We don’t want to be overly diversified; as active managers we view over-diversification as a potentially negative factor. We cap our individual sector exposure to 150% of that sector weight within the Russell 1000 Growth Index or to 15% of the portfolio. Our largest position typically is about 6%. An exposure of 10% to a single stock would be a rare occurrence, but we do have the flexibility to hold a particularly large weighting in an individual name. We also cap our industry exposure to 30% of the portfolio. 

Overall, we have a bottom-up process that results in a focused portfolio comprised of our best ideas. Over the years, the main driver of our excess returns has been security selection, not sector allocation. Of course, we like to be in the right sectors but we don’t have a top-down overlay that dictates the sector weightings. The construction of the portfolio stems from individual security selection.

Q: How do you define and manage risk?

We are not big believers in some of the standard volatility-derived measures of risk, such as standard deviation. The primary risk in growth equities is the permanent loss of capital. That’s the type of risk that we aim to assiduously avoid. Situations like those in Enron and WorldCom in the early 2000s can be catastrophic to portfolios, particularly if an active manager becomes stubborn in his view of the fundamentals or intrinsic value. So we keep a close eye on permanent loss of capital. Portfolio diversification, sector-specific, industry-specific and security-specific exposure limits represent another layer of our risk management.

As we discussed earlier, price momentum is a significant component of our investing process. It is incorporated in our buy discipline, sell discipline and risk management. Since positive and accelerating momentum is a component of our buy discipline, we incorporate negative and decelerating momentum into our sell discipline. When stocks exhibit negative divergences or deteriorating momentum as measured by our internal tools, they become candidates to be reduced or eliminated from the portfolio. 

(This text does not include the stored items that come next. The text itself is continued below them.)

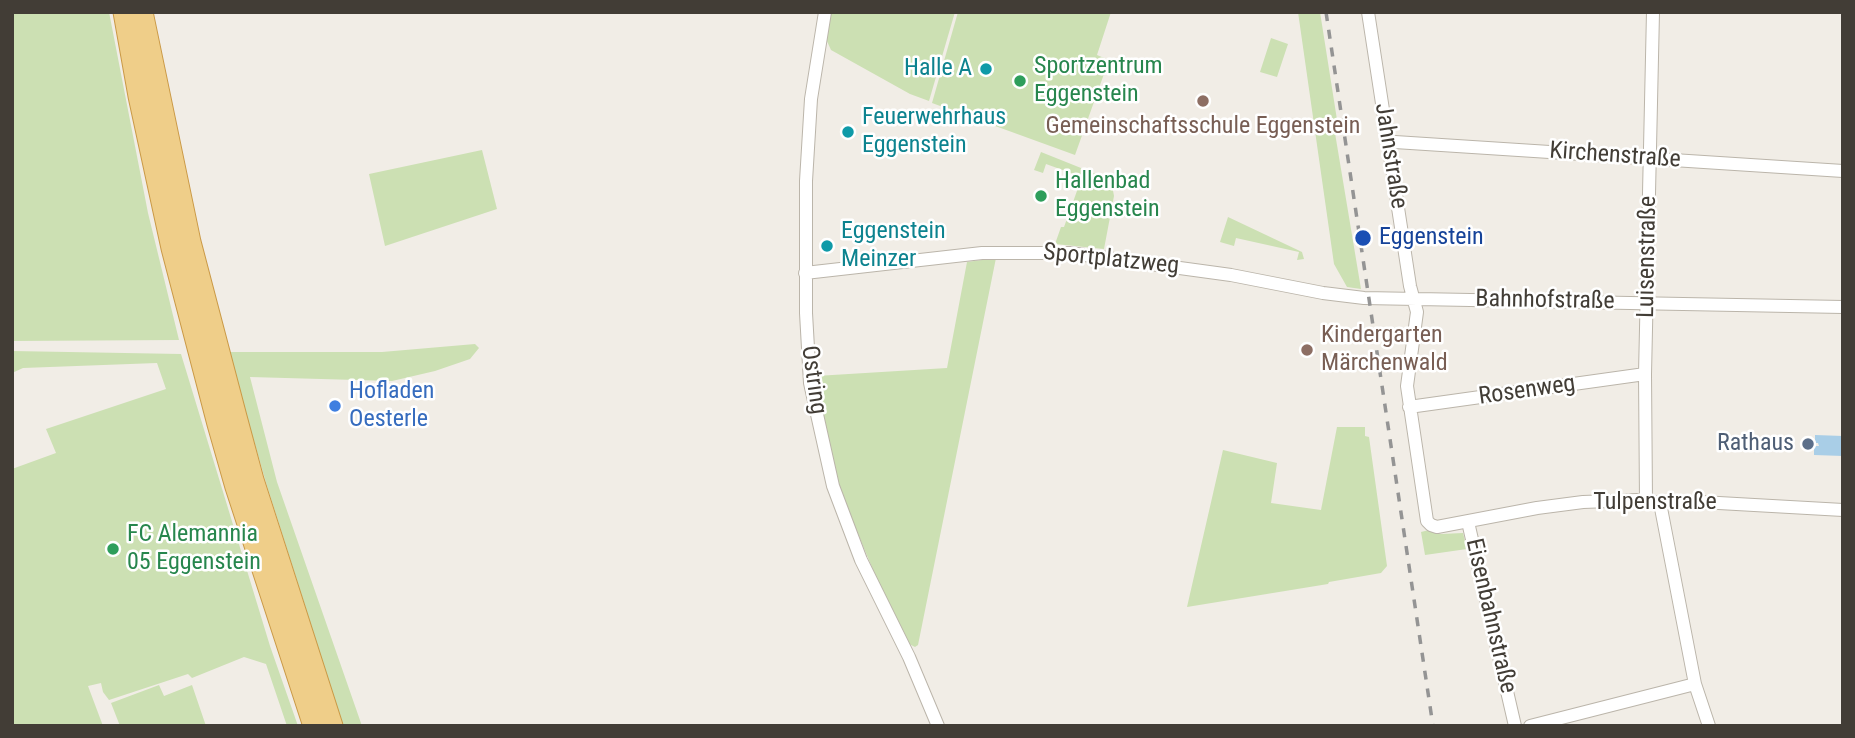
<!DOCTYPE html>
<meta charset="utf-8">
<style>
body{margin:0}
#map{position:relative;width:1855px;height:738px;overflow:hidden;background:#f1ede6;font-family:"Roboto Condensed",sans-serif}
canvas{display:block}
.frame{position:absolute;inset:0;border:14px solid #423d36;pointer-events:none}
</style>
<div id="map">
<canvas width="1855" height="738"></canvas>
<div class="frame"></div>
</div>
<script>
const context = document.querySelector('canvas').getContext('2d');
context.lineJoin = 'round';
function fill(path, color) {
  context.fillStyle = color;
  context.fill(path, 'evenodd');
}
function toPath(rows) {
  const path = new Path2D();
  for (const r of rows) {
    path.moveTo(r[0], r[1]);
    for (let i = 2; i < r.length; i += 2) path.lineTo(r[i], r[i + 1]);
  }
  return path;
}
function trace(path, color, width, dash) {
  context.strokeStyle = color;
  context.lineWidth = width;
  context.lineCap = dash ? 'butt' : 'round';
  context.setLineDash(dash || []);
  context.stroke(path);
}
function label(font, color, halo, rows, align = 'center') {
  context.font = font + ' "Roboto Condensed",sans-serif';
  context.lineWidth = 5;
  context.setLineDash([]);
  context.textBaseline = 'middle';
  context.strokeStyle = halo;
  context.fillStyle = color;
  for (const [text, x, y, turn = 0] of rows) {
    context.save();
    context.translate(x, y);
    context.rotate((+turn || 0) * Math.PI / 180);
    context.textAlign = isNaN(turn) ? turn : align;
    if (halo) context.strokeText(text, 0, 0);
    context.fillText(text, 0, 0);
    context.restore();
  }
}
fill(toPath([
 [12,12,109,12,148,213,179,340,12,341],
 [831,12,955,12,929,101,910,94,831,50,826,39],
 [958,12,1111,12,1097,55,1109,60,1075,155,932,103],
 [1298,12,1320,12,1338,126,1335,133,1361,289,1347,287,1334,264],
 [1271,38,1288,44,1277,77,1260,72],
 [482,150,497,209,385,246,369,174],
 [1041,152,1111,180,1114,196,1104,249,1055,244,1061,227,1064,227,1082,177,1046,164,1043,173,1034,170],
 [1228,217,1302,252,1304,259,1297,260,1299,252,1236,238,1234,246,1220,242],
 [996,258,918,645,915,647,907,643,879,584,845,503,831,458,816,376,947,368,967,262],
 [475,344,479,348,470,359,435,371,392,381,250,377,277,482,362,726,343,726,267,486,228,352,382,352],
 [12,351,181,354,270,646,298,726,287,726,266,664,244,657,192,678,188,674,109,700,103,692,101,683,88,686,103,726,12,726,12,469,56,453,46,429,166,389,157,363,23,368,12,373],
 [1337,427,1365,427,1365,436,1369,437,1387,566,1381,573,1329,582,1328,584,1187,607,1223,450,1277,463,1271,503,1321,510],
 [1429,530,1441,534,1463,533,1467,549,1425,555,1421,532],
 [159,685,164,696,192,685,206,726,120,726,111,703]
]), '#cce0b3');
fill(toPath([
 [1815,435,1843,436,1843,456,1814,455,1814,446,1819,446,1818,443,1815,443]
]), '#a9cee7');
const minor = toPath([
 [825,12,811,99,806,181,806,313,810,383,833,486,861,560,909,657,938,726],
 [1368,12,1410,286,1417,312,1407,386,1427,521,1431,525,1437,527,1537,508,1583,502,1637,500,1660,503,1701,502,1843,510],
 [1388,144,1395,142,1843,171],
 [805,273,982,253,1070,253,1231,275,1323,293,1364,298,1843,307],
 [1409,407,1645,374],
 [1646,501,1645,374,1653,12],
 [1660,503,1695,684,1709,726],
 [1468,522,1515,726],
 [1530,726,1695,684]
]);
const trunk = toPath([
 [124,12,139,96,172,248,218,424,236,487,314,726],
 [142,12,190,242,236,417,253,480,332,726]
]);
trace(minor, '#bbb5aa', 14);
trace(trunk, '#ca9946', 23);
trace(minor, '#fff', 12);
trace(trunk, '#efce89', 21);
trace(toPath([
 [1326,12,1433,726]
]), '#949494', 3.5, [9, 9]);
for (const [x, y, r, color] of [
 [986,69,7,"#0f9aa8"],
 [1020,81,7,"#2e9e5b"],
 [1203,101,7,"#8d6e63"],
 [848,132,7,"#0f9aa8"],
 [1041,196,7,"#2e9e5b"],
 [1363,238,9,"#1a4fb4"],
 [827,246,7,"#0f9aa8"],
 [1307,350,7,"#8d6e63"],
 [335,406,7,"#3f7fe0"],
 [1808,444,7,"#5c6f8a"],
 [113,549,7,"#2e9e5b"]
]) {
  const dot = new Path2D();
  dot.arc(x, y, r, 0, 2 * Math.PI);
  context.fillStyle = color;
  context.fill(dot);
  trace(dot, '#fff', 2.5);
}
label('24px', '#27864d', '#fff', [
 ["Sportzentrum",1034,67],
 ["Eggenstein",1034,95],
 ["Hallenbad",1055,182],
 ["Eggenstein",1055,210],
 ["FC Alemannia",127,535],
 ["05 Eggenstein",127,563]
], 'left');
label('24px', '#0d838f', '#fff', [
 ["Halle A",972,69,"right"],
 ["Feuerwehrhaus",862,118],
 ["Eggenstein",862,146],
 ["Eggenstein",841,232],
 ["Meinzer",841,260]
], 'left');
label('24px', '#785e54', '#fff', [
 ["Gemeinschaftsschule Eggenstein",1203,127],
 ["Kindergarten",1321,336,"left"],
 ["Märchenwald",1321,364,"left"]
]);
label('24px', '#423d36', '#fff', [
 ["Jahnstraße",1390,156,81],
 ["Kirchenstraße",1615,156,4],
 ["Luisenstraße",1648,257,-89],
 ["Sportplatzweg",1111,260,6],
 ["Bahnhofstraße",1545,301,1],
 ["Ostring",813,380,82],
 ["Rosenweg",1527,391,-8],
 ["Tulpenstraße",1655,503],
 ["Eisenbahnstraße",1490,616,77]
]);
label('24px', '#164399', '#fff', [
 ["Eggenstein",1379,238]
], 'left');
label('24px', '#366cbe', '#fff', [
 ["Hofladen",349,392],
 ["Oesterle",349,420]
], 'left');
label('24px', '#4e5e75', '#fff', [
 ["Rathaus",1794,444]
], 'right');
</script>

Another area related to risk management is opportunity cost. It can be summarized by the question, “what are we missing?” As growth equity managers, we know that every day and every month there are innovative companies that are poised to do incredible things for their shareholders and customers. Although this concept is not typically included in risk management discussions, we think a genuine risk for active managers to miss transformative stories and companies that are doing great things. We do our best to guard against that risk, and our process is designed accordingly.